The research also revealed environmental issues caused by the illegal dumping of more than 1,000 truckloads of soil "fill" from nearby building projects. Rahn's reports helped the Saba Conservation Foundation leverage a legal ban on dumping and a mandated removal of existing fill to prevent harm to an adjacent coral reef. The reef, according to Rahn, is "one of the best and most highly visited" on the island, which claims ecotourism as a major economic source.
Almost 2,000 miles away at Samford, Rahn transfers the research methods and skills she uses on Saba to enrich the student experience in her geography classes on campus and on field studies.

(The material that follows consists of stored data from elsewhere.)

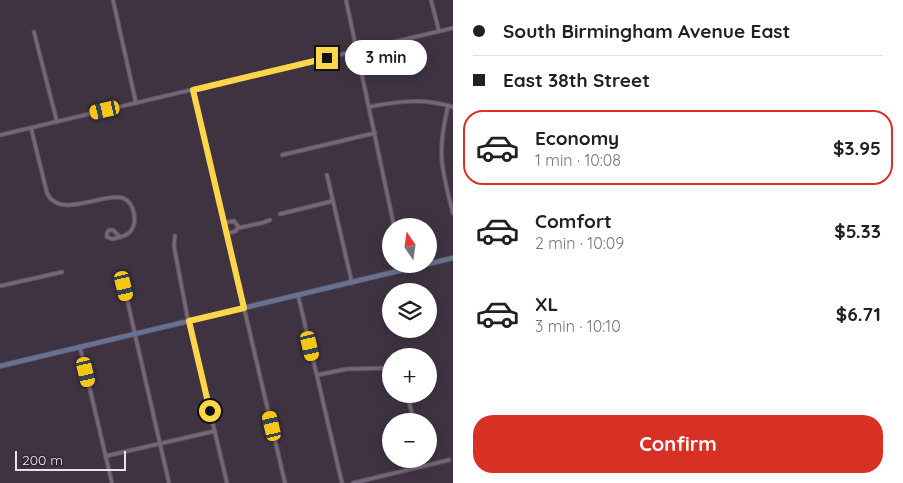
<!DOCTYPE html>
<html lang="en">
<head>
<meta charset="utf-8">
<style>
  :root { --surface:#fff; --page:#f6f6f6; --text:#202124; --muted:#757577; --line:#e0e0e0; --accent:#d93025 }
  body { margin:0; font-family:Quicksand,sans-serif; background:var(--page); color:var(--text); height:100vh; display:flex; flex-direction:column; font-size:19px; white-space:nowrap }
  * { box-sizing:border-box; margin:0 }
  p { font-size:16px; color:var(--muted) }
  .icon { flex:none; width:28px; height:28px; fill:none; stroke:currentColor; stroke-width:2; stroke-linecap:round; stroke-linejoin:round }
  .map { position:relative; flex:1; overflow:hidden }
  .sheet { display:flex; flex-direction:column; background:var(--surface); width:450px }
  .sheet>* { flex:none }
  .hud { display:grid; align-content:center; height:110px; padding:0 20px; background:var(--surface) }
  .needle { width:32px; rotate:347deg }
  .controls { position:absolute; left:382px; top:218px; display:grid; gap:10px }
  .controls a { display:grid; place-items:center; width:55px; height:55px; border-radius:50%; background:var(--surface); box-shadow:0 2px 12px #0003; font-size:25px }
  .scale { position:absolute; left:15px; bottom:12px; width:111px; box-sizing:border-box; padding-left:5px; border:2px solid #e9e2ec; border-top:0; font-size:14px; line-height:18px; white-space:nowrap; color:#e9e2ec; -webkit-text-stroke:4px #342938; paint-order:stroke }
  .end { position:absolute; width:22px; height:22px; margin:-11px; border:6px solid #ffd54a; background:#111; box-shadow:0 0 0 2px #111 }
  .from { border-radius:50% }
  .bubble { position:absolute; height:35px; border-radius:18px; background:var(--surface); box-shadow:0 2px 12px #0003; font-size:16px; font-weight:700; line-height:35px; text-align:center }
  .car { position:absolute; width:15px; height:30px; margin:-15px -8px; border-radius:6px; box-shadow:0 0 4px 1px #0007; background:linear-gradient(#f5c518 24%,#345 0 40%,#f5c518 0 76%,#345 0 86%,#f5c518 0) }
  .hud b { display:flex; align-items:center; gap:18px; height:48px; font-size:19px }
  .hud b+b { border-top:1px solid var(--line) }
  .hud i { width:12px; height:12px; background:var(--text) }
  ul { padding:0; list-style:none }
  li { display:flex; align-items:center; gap:15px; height:75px; margin:0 10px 8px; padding:0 10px; border:2px solid transparent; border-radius:20px }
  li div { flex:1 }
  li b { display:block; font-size:19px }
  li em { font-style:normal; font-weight:700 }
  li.current { border-color:var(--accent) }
  li>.icon { width:45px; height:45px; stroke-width:1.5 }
  .cta { display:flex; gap:10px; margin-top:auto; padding:10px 20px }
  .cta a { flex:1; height:58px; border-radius:20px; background:var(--accent); color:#fff; font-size:20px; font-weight:700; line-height:58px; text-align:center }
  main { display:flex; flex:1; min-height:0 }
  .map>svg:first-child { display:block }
</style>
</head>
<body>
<main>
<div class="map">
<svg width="453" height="483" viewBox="0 0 453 483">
  <rect width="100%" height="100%" fill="#3f3342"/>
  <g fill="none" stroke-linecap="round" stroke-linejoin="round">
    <g stroke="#5d5260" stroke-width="5">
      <g id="street">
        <path d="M113,0L136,103"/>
        <path d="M346,0L394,226"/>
        <path d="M431,0L439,31"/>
        <path d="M34,32L57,122"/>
        <path d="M193,90L285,483"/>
        <path d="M448,106C437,152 441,168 453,213"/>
        <path d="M369,107C398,101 425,98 453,107"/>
        <path d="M31,128L47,193C59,220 104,192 123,198C135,203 138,223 130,232C125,237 117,238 112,239L107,237V233L109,230H113L120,237"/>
        <path d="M0,135L453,28"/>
        <path d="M282,155L375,133"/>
        <path d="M327,175L352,283"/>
        <path d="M280,214L333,201"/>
        <path d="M224,223L234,221L238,226L236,231L226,234"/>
        <path d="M238,228L262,223L270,220"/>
        <path d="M175,236L174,246L187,315L227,483"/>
        <path d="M0,286L62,272"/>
        <path d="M124,286L169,483"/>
        <path d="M298,295L342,483"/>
        <path d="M80,347L112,483"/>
        <path d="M317,375L347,369L391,368"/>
        <path d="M407,394L414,421"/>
        <path d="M106,456L215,431"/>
        <path d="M422,459L424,466"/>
        <path d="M353,483L449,460"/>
      </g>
    </g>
    <g stroke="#5d5260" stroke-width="6">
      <path id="secondary" d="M0,366L453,258"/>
    </g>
    <use href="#street" stroke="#756779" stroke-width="3"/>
    <use href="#secondary" stroke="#667293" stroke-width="4.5"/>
  </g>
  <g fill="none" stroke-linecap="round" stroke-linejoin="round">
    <path stroke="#ffd54a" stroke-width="6" d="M210,411L189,321L244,308L193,90L327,58"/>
  </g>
</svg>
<div class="controls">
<a><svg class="needle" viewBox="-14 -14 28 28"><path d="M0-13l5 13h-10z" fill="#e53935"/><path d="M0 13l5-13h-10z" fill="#757577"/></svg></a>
<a><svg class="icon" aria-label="layers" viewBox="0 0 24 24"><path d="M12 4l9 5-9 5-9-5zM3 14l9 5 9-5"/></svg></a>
<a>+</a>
<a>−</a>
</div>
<div class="scale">200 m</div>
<i class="end from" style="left:210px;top:411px"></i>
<i class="end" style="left:327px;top:58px"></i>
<div class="bubble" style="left:345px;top:40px;width:82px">3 min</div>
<i class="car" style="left:105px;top:110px;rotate:257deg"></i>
<i class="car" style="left:124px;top:286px;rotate:167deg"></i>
<i class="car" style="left:310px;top:346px;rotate:167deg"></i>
<i class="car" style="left:86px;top:372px;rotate:167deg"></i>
<i class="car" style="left:272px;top:426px;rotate:347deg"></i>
</div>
<section class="sheet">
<div class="hud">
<b><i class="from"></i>South Birmingham Avenue East</b>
<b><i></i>East 38th Street</b>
</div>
<ul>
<li class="current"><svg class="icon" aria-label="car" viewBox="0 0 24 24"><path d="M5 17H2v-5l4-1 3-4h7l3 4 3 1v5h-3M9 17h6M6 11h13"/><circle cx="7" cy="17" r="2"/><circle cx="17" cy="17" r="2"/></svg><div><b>Economy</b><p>1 min · 10:08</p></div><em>$3.95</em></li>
<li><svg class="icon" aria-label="car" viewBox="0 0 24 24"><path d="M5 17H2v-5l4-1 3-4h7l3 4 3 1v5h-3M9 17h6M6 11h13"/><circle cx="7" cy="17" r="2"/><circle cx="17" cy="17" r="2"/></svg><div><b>Comfort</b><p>2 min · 10:09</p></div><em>$5.33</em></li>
<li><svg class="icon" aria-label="car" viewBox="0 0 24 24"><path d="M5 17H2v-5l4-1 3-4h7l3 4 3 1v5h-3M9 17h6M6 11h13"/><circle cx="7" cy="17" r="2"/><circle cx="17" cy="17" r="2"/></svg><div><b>XL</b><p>3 min · 10:10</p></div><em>$6.71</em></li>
</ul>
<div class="cta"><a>Confirm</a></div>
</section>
</main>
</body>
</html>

Each winter, students in a "Samford in the Caribbean" Jan Term course learn Rahn's scientific data collection process first-hand on the five-mile square island of Saba. Closer to home, students in the semester-long marine geography course survey the beaches of Dauphin Island, Alabama. Photos and videos from the research prove useful in Rahn's other introductory and advanced geography classes.
Rahn's contagious passion for beaches, coral reefs and island research has resulted in students pursuing related internships and projects, as well as identifying new career goals.
Shelbie Landry, a junior English and geography double major, calls her two Jan Term study trips to Saba "the best experiences of my life."
"I learned much about Dr. Rahn's research and about marine biology as well as coastal geomorphology," said Landry, who says the life-changing adventures whetted her interest in travel journalism as a career and in traveling the world in general.
Rahn's ongoing research on Saba received recent support from a Faculty Development Grant (FDG) awarded by the Samford provost's office. Her efforts delivered on all four categories that FDG-assisted projects are expected to meet: teaching, research, service and creative/scholarly activity.
Rahn notes the enhanced creativity that comes from engagement in research. "Whenever I am working on a project, I have many ideas and thoughts that provoke further thought and critical thinking," said Rahn, who also appreciates the benefits of scholarly "brainstorming" with coastal geography colleagues.
She has chronicled part of her research in a paper about a new underwater survey method for the March, 2013 issue of The Journal of Coastal Research. Rahn, a veteran divemaster, presented parts of that research at national meetings of the Association of American Geographers in 2011 and 2012.
In addition to sharing research findings with local environmental-minded agencies, Rahn has participated in Sea & Learn events on Saba. Held each October, the program explores nature and helps to enhance environmental awareness for residents and visitors of all ages. In 2011 and 2012, Rahn presented her research results in public lectures and participated in other ways.
"I find it extremely rewarding to talk about my research in the schools with local children, and on field trips with adults," said Rahn. Last summer, local school children helped her conduct a beach survey that was chronicled on YouTube.
"This interaction allows me to be of service to the local community as a researcher, but also as a science role model, especially to young women," said Rahn, who earned a bachelor's degree in geography (cartography) at Villanova University in Pennsylvania.
She learned to dive on Saba while on vacation in 1991, and returned there to work two years as a divemaster after completing a master's degree in cartography (map making) at Temple University. Later armed with a Ph.D. degree in coastal geomorphology from the University of Florida, she worked with the U.S. Geological Survey's Coastal and Marine Geology Program and the Mapping Division of the U.S. Coral Reef Task before teaching at Baylor University and Old Dominion University. She joined the Samford faculty in 2007.
Editor's Note: This story is part of an occasional series highlighting projects supported by faculty development grants funded through the Office of the Provost.